This quote from the The Willows, a mind-bending supernatural novella written by master of horror and weird fiction Algernon Blackwood,  perfectly sums up the equally mind-bending supernatural novella You Should Have Left by celebrated author Daniel Kehlmann, translated by Ross Benjamin.

This novella reads like a journal kept by a struggling screen writer who, on top of having to turn out a second hit — and fast — has to deal with his four year old daughter who demands his constant attention. He’s also coping with his rapidly crumbling marriage, along with the weird haunting and logic-defying happenings in the house his family is renting.

It’s a house in the mountains of Germany, where the laws of time and physics fail to operate as they are normal expected to, where reflections can’t be trusted and a spectral woman with narrow eyes that are “very close together” haunts your dreams.

This novella is a quick read maxing out at 111 pages and, like Algernon Blackwood’s novella ‘The Willows’, takes full advantage of the setting the characters find themselves in — transforming the mountains, the house, and moreover the land which the house stands on, like the willows in Blackwood’s story, into something increasingly menacing and shifty.

The house, and the land the house stands on, seems to be alive and live completely in its own version of reality, where things move and change on their own accord, and strange sounds and spectral figures haunt the ever changing architecture of the strange retreat.

Starting slowly and uneasy before reaching a climax of full on panic and terror, and then ending with a plummet back into unease and depression, this book — for its short length — serves as a quick spook ride that thrills, chills and mystifies.

In closing, if you’re looking for a chilly breeze of a read this summer, you can’t go wrong with You Should Have Left!

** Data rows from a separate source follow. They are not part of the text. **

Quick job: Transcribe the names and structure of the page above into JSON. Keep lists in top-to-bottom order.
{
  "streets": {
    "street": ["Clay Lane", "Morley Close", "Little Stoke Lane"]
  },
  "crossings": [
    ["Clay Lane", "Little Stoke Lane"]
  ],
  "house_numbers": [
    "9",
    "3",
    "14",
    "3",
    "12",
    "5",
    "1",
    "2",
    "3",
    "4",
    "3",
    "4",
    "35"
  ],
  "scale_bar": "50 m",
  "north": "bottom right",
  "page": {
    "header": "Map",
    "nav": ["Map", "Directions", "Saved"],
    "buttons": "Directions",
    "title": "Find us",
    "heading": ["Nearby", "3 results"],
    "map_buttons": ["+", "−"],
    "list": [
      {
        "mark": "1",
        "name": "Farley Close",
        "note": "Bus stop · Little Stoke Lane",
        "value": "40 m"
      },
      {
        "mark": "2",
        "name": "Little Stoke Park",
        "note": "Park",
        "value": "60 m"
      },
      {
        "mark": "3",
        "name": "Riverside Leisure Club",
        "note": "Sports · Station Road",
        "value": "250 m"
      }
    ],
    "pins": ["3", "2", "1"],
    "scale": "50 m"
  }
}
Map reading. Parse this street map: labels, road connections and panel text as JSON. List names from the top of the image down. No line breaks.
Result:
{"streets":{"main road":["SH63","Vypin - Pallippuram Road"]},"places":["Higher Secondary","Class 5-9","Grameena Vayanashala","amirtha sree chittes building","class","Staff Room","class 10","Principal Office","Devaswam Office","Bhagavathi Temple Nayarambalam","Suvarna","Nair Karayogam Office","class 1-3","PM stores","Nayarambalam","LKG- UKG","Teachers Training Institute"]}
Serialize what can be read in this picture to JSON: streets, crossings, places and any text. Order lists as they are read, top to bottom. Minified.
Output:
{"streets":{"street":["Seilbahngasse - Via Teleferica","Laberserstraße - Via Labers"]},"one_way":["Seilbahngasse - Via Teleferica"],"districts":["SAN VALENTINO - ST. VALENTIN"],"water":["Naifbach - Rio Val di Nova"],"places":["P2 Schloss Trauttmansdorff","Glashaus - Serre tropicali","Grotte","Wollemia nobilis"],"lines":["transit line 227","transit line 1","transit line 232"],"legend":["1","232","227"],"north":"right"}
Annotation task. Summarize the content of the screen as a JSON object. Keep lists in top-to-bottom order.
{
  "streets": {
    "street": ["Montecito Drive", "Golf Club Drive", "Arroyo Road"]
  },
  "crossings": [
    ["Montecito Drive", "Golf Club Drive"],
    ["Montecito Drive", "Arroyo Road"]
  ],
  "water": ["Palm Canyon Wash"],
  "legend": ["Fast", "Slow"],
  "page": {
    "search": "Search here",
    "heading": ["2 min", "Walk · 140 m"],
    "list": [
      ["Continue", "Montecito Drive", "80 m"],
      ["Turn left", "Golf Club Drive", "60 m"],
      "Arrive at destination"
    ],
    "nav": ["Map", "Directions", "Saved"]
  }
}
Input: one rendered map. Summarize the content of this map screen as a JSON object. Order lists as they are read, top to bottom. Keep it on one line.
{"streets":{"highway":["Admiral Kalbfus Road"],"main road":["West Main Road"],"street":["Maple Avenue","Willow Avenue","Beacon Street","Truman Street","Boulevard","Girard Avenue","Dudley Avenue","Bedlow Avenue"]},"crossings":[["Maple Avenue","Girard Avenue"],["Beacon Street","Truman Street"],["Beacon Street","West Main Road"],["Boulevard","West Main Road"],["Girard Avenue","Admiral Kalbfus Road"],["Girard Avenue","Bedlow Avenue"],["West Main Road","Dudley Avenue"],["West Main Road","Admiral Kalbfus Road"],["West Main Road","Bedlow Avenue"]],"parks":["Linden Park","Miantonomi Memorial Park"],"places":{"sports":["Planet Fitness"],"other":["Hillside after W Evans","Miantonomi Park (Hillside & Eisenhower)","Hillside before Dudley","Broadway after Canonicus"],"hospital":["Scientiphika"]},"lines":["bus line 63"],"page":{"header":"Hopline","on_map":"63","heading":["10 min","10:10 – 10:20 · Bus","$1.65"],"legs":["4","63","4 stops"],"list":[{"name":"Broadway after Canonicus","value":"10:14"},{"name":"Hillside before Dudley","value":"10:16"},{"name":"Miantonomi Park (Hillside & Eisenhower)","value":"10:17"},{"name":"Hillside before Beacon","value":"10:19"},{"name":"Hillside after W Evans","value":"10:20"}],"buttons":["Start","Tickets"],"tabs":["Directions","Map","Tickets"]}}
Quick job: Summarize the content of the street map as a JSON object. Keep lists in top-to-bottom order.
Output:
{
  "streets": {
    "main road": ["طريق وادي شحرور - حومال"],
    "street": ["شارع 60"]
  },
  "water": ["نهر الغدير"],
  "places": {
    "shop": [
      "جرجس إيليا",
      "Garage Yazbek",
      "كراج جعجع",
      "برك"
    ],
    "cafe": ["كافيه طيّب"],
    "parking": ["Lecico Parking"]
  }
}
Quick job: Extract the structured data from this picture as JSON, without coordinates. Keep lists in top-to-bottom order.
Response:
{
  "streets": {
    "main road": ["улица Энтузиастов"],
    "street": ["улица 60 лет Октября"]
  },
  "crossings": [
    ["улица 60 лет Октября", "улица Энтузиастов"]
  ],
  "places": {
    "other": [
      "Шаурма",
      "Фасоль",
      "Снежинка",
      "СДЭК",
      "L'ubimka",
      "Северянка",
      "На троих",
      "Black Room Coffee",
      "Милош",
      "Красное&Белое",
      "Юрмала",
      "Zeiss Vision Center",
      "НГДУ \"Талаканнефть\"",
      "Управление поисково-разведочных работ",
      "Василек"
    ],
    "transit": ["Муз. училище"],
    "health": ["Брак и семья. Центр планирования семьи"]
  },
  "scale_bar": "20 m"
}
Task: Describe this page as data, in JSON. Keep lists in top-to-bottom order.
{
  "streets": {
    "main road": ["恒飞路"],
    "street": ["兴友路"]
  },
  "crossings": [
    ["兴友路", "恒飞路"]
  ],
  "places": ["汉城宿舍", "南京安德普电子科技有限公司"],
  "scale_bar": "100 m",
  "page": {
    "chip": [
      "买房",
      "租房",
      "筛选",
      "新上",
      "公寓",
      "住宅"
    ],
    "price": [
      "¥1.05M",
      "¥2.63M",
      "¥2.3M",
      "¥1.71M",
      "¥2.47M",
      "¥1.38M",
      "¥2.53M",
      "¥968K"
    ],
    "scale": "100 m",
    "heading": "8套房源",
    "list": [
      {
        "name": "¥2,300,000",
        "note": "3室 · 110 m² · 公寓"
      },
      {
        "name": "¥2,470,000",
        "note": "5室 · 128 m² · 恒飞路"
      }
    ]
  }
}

I read this novella in just under three hours (allowing myself time to stop and get a drink and a snack, etc.) and couldn’t have been happier or more haunted by those three hours.

Finally, I would like to thank Professor Philip J. Snyder — who teaches, among many other wonderful courses, horror literature at Monroe Community College — for recommending this book to me. I was going through a rough patch in my personal life when he recommended You Should Have Left to get my mind off things, and it certainly did for three supremely creepy hours

And for that I am I’m eternally grateful.

So what are you waiting for? You Should Have Left when you read who wrote this book and gone out and bought it! Go now! While you still can…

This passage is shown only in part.